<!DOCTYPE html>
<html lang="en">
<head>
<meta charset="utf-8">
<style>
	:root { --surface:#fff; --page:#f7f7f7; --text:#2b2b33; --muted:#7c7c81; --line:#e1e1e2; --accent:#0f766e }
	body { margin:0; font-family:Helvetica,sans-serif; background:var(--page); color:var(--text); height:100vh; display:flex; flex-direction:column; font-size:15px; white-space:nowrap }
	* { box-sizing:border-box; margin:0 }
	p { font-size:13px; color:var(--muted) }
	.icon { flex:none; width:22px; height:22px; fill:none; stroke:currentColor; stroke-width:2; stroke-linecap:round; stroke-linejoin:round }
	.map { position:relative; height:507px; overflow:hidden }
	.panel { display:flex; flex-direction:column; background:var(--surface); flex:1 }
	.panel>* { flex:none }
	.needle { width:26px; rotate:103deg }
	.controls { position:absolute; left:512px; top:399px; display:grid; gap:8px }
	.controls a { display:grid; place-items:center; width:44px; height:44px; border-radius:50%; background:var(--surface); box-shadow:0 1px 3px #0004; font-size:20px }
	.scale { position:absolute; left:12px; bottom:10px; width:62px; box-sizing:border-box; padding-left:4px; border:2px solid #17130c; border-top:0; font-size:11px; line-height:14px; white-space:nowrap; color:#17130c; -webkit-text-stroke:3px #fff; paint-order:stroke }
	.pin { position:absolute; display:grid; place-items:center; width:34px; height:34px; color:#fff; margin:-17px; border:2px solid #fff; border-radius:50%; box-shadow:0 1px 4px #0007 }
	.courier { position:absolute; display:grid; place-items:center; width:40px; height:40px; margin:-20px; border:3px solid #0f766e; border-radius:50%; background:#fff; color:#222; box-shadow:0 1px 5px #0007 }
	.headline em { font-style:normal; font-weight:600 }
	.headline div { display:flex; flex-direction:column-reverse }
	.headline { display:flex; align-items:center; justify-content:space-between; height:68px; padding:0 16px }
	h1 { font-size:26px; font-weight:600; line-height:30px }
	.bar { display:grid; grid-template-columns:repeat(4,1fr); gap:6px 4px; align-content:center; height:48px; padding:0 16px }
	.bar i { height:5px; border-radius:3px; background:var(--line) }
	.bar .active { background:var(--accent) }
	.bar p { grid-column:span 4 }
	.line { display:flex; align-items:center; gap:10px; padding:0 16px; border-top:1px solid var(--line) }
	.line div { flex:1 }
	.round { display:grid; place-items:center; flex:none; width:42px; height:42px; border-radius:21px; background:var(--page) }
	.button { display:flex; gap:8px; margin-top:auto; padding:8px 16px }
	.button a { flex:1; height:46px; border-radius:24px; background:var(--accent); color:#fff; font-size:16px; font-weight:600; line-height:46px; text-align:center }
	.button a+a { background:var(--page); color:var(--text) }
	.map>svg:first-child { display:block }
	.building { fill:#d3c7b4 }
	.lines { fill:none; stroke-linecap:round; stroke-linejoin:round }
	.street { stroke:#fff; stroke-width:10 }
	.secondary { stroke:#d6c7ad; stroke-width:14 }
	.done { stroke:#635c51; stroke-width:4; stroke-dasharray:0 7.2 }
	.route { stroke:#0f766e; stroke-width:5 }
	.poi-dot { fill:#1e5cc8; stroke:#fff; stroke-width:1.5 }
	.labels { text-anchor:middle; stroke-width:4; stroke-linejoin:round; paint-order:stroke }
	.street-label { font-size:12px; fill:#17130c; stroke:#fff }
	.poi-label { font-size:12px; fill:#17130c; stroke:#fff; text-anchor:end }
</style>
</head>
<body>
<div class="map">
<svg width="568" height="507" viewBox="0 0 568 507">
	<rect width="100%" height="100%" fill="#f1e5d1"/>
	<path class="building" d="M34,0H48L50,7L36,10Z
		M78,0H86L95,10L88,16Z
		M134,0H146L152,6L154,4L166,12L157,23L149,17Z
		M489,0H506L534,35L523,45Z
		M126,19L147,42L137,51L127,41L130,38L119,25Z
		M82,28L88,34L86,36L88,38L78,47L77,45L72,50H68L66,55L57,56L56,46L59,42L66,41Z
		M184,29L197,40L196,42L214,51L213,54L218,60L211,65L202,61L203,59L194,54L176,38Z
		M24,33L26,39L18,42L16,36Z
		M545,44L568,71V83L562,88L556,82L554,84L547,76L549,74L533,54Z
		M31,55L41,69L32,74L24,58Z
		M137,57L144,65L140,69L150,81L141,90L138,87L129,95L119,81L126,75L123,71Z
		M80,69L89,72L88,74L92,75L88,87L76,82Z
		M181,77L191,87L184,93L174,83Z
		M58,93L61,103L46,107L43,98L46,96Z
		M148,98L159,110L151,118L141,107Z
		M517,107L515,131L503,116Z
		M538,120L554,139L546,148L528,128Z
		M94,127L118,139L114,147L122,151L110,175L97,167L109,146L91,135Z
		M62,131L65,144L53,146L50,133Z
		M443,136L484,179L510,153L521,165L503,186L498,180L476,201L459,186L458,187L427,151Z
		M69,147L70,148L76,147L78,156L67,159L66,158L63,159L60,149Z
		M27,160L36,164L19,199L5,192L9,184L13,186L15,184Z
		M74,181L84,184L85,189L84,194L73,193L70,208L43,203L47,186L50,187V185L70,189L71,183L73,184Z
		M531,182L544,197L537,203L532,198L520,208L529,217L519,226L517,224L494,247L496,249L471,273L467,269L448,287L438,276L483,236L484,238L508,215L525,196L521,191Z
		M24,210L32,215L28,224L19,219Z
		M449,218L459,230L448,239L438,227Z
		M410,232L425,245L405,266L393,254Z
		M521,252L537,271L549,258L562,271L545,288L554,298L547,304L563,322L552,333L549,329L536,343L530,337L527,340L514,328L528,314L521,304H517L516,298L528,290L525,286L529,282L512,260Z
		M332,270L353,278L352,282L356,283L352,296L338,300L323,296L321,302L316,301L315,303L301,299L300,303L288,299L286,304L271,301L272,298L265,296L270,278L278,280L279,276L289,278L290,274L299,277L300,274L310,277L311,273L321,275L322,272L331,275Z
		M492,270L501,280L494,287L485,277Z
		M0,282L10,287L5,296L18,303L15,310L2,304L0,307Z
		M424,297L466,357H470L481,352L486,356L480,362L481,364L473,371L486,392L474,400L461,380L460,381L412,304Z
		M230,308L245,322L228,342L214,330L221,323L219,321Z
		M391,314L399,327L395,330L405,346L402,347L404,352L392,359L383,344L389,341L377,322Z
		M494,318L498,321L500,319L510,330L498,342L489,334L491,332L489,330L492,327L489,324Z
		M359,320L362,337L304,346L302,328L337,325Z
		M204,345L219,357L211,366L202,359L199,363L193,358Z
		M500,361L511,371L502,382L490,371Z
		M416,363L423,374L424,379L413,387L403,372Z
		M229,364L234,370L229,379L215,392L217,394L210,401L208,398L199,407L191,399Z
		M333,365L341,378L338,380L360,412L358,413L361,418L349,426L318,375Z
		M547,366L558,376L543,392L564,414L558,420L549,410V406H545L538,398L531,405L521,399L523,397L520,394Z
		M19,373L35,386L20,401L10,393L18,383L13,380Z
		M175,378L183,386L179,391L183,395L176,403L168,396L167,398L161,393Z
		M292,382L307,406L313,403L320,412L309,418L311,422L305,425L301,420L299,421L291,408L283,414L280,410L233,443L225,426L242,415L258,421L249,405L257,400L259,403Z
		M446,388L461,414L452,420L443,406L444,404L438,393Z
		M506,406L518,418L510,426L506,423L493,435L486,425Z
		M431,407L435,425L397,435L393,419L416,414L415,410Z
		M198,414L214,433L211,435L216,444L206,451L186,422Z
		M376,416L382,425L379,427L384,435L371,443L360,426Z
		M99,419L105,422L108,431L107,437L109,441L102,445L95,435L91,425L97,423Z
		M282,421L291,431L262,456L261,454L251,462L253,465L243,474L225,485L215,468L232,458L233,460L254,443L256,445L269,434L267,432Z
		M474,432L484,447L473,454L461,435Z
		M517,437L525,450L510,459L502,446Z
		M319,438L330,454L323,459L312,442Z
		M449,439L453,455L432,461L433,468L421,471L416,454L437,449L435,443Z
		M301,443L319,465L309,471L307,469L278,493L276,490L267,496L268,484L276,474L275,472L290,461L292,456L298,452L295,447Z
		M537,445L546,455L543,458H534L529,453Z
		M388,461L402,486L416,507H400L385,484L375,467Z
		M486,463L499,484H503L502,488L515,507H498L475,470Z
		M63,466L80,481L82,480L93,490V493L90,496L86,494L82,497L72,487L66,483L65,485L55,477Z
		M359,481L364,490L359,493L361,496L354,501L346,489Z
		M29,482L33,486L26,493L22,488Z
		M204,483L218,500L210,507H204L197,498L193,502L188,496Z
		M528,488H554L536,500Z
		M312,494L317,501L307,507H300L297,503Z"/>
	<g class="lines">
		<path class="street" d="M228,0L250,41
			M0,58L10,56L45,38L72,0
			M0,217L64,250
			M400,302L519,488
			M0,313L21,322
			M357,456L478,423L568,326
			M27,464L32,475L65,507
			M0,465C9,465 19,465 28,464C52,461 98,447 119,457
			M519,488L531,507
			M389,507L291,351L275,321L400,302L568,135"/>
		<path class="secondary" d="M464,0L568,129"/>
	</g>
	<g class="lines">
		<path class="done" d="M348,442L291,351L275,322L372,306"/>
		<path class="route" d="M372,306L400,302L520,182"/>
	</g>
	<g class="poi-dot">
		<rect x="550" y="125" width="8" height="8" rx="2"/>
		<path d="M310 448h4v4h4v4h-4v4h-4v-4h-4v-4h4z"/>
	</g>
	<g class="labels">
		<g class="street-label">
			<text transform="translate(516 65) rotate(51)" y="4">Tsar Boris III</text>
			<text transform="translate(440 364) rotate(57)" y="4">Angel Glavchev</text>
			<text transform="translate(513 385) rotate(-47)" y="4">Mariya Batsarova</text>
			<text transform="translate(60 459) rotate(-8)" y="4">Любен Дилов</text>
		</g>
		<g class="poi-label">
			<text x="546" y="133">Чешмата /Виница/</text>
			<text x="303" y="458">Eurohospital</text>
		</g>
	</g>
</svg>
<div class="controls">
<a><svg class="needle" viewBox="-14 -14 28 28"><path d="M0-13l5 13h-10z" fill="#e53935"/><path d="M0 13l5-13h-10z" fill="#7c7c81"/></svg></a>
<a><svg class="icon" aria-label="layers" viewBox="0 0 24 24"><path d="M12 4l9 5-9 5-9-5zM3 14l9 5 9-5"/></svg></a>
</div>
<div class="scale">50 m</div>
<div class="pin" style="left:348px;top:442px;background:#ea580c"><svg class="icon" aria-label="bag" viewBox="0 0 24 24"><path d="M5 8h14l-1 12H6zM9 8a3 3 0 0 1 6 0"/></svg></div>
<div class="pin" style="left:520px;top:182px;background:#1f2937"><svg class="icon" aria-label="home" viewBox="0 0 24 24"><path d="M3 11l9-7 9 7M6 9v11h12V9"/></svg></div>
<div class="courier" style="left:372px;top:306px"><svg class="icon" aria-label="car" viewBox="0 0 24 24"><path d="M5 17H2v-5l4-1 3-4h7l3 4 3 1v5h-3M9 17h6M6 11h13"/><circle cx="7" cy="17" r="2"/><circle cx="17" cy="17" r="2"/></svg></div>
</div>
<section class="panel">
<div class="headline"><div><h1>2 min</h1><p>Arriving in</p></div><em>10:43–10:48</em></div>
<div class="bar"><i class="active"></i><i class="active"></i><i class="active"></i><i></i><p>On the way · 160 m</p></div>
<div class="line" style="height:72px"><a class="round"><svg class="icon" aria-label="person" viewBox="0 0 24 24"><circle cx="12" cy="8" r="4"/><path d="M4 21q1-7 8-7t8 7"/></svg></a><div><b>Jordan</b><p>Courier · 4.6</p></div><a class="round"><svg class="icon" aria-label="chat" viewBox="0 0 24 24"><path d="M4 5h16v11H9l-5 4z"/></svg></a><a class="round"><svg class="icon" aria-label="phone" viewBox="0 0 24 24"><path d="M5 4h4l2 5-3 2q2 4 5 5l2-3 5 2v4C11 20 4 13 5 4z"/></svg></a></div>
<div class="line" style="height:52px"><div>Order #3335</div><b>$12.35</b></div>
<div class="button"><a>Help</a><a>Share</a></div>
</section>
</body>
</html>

================

Search the listing above for "white" and copy every line that has it.

	body { margin:0; font-family:Helvetica,sans-serif; background:var(--page); color:var(--text); height:100vh; display:flex; flex-direction:column; font-size:15px; white-space:nowrap }
	.scale { position:absolute; left:12px; bottom:10px; width:62px; box-sizing:border-box; padding-left:4px; border:2px solid #17130c; border-top:0; font-size:11px; line-height:14px; white-space:nowrap; color:#17130c; -webkit-text-stroke:3px #fff; paint-order:stroke }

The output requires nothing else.